The Meghalaya High Court has been the vanguard of civil rights. From rapping the State Government on the knuckles for illegal mining and transportation of coal to pulling up the National Highways Authority of India (NHAI) for the decrepit road condition from East Jaintia Hills to Silchar in Assam and beyond to Mizoram. The High Court has called out the State Government for ignoring its directives vis a vis the construction of eateries adjoining the Umiam River. Judging by the cases of public interest coming before the High Court it would appear that there is no oversight institution to decide on the validity of the clearances given to individuals that seek environmental clearances for their construction projects.
The State Environment and Forest Department and the Meghalaya Pollution Control Board have both been found wanting in the discharge of their duties. The former does not seem overly concerned about either the Environment or the Forest or even the ecological destruction caused by relentless sand mining from every river worth its name. Indeed, the long term impacts of such actions appear to be of no concern to the Department which is intended to safeguard our environment before more drastic climate changes overwhelm this State and its people. The only task of the Meghalaya State Pollution Control Board (MSPCB) would appear to be to organise public hearings before granting clearances to projects when they should instead be exercising a supervisory role. The faulty paradigm of Environmental Impact Assessment (EIA) is that consultants are engaged and paid for by the company requiring clearances. This therefore takes away the ombudsman role from the Union Ministry of Environment and Forests & Climate Change (MoEFCC). It has very little say in the matter since the EIA is tailored to pass through the State Environment Impact Assessment Authorities (SEIAAs).

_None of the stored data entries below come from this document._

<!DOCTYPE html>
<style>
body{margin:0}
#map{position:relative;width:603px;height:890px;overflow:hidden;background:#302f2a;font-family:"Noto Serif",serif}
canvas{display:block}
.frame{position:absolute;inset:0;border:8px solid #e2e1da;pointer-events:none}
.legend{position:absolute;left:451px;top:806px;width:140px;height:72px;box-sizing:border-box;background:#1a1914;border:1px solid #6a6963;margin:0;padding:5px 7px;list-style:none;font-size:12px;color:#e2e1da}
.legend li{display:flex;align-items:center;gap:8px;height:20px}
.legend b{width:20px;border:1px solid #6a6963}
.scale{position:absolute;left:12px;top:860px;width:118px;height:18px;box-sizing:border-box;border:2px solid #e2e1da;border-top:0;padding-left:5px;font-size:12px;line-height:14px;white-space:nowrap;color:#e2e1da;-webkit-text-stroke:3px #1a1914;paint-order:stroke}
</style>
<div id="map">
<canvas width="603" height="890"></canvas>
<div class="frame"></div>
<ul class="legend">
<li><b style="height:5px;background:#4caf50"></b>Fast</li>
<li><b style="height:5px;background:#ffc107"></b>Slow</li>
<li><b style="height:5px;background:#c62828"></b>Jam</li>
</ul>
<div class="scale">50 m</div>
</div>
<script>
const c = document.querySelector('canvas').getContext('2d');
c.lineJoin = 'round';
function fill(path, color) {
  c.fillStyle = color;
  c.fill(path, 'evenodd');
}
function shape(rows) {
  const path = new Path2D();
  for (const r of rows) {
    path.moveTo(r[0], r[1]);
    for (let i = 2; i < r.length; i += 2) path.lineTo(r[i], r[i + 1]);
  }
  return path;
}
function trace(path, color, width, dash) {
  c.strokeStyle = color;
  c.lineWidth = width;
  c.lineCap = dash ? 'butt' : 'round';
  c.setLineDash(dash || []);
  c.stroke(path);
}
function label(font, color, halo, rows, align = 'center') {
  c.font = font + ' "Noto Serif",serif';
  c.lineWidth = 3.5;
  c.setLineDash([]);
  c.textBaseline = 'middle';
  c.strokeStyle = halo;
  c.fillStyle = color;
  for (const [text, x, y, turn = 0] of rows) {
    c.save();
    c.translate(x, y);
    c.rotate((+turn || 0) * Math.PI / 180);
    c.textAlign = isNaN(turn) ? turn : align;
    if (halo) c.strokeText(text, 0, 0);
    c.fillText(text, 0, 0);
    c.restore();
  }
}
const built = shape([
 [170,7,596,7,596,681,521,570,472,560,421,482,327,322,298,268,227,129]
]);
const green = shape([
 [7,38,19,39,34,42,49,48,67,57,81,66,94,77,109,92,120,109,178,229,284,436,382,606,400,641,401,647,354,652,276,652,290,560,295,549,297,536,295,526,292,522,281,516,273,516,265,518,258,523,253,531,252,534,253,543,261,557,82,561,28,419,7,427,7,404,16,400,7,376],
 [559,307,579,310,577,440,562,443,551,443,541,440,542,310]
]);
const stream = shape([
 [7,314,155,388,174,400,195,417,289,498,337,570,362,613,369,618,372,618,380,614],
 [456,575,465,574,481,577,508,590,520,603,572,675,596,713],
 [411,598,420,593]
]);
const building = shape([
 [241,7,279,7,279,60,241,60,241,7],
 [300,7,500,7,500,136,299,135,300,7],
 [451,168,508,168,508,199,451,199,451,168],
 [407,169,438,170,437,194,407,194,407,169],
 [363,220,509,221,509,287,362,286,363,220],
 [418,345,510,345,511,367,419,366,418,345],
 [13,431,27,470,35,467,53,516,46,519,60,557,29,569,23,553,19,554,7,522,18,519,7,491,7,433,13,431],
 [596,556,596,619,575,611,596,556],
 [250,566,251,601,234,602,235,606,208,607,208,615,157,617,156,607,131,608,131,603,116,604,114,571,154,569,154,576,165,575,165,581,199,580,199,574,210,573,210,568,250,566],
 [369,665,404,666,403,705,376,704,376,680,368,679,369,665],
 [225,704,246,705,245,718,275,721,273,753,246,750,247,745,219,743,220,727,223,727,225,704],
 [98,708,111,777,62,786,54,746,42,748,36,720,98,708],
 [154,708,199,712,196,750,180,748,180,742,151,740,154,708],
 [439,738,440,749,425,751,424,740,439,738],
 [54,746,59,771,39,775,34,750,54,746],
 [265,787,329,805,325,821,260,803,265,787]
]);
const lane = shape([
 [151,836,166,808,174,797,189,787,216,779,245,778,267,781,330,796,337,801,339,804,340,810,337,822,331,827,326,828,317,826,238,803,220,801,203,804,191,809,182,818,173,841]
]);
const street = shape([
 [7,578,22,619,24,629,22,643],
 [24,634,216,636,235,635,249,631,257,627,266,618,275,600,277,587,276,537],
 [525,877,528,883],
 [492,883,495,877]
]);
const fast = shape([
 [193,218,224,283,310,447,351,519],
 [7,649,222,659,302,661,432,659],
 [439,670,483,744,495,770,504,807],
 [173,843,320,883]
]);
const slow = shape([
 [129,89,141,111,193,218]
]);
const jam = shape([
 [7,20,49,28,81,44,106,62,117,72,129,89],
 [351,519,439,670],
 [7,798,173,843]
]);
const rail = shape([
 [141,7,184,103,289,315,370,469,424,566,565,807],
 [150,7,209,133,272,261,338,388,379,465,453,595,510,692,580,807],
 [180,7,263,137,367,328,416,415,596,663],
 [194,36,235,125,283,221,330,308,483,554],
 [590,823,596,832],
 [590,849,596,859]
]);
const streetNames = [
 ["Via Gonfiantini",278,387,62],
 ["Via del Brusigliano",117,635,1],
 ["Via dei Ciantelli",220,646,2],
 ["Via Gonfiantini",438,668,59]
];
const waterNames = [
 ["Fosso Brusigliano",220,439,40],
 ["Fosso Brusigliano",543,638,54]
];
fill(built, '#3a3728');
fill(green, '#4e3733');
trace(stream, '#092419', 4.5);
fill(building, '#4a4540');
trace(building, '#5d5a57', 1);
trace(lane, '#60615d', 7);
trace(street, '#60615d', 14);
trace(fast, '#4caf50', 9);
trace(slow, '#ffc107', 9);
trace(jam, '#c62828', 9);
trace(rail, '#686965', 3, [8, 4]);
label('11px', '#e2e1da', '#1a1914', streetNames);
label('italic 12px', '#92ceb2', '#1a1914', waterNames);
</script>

The Environment Impact Assessment (EIA) Notification, 2006, is the governing legal instrument to grant green clearance for establishment or expansion of an industry on the basis of the expected environmental impact of the project. Introduced in 1994, the EIA protocol has gone through several amendments and revised in 2006. Instead of ensuring stricter implementation of the provisions, governments, over the years, have made concerted efforts to dilute the processes and norms to ease establishment and expansion of industries and to even accommodate industries that generate pollution. Records of the Union Ministry of Environment, Forest and Climate Change (MoEFCC) show that in the last five years, some 110 changes have been introduced in the 2006 EIA notification vide office memorandums. This faulty compliance module has resulted in forests being cleared with alacrity much to the detriment of the environment. The question is whether the ambit of the National Green Tribunal (NGT) has also been diluted and hence it is unable to stop rampant environmental destruction in Meghalaya. Who then is the custodian of the environment?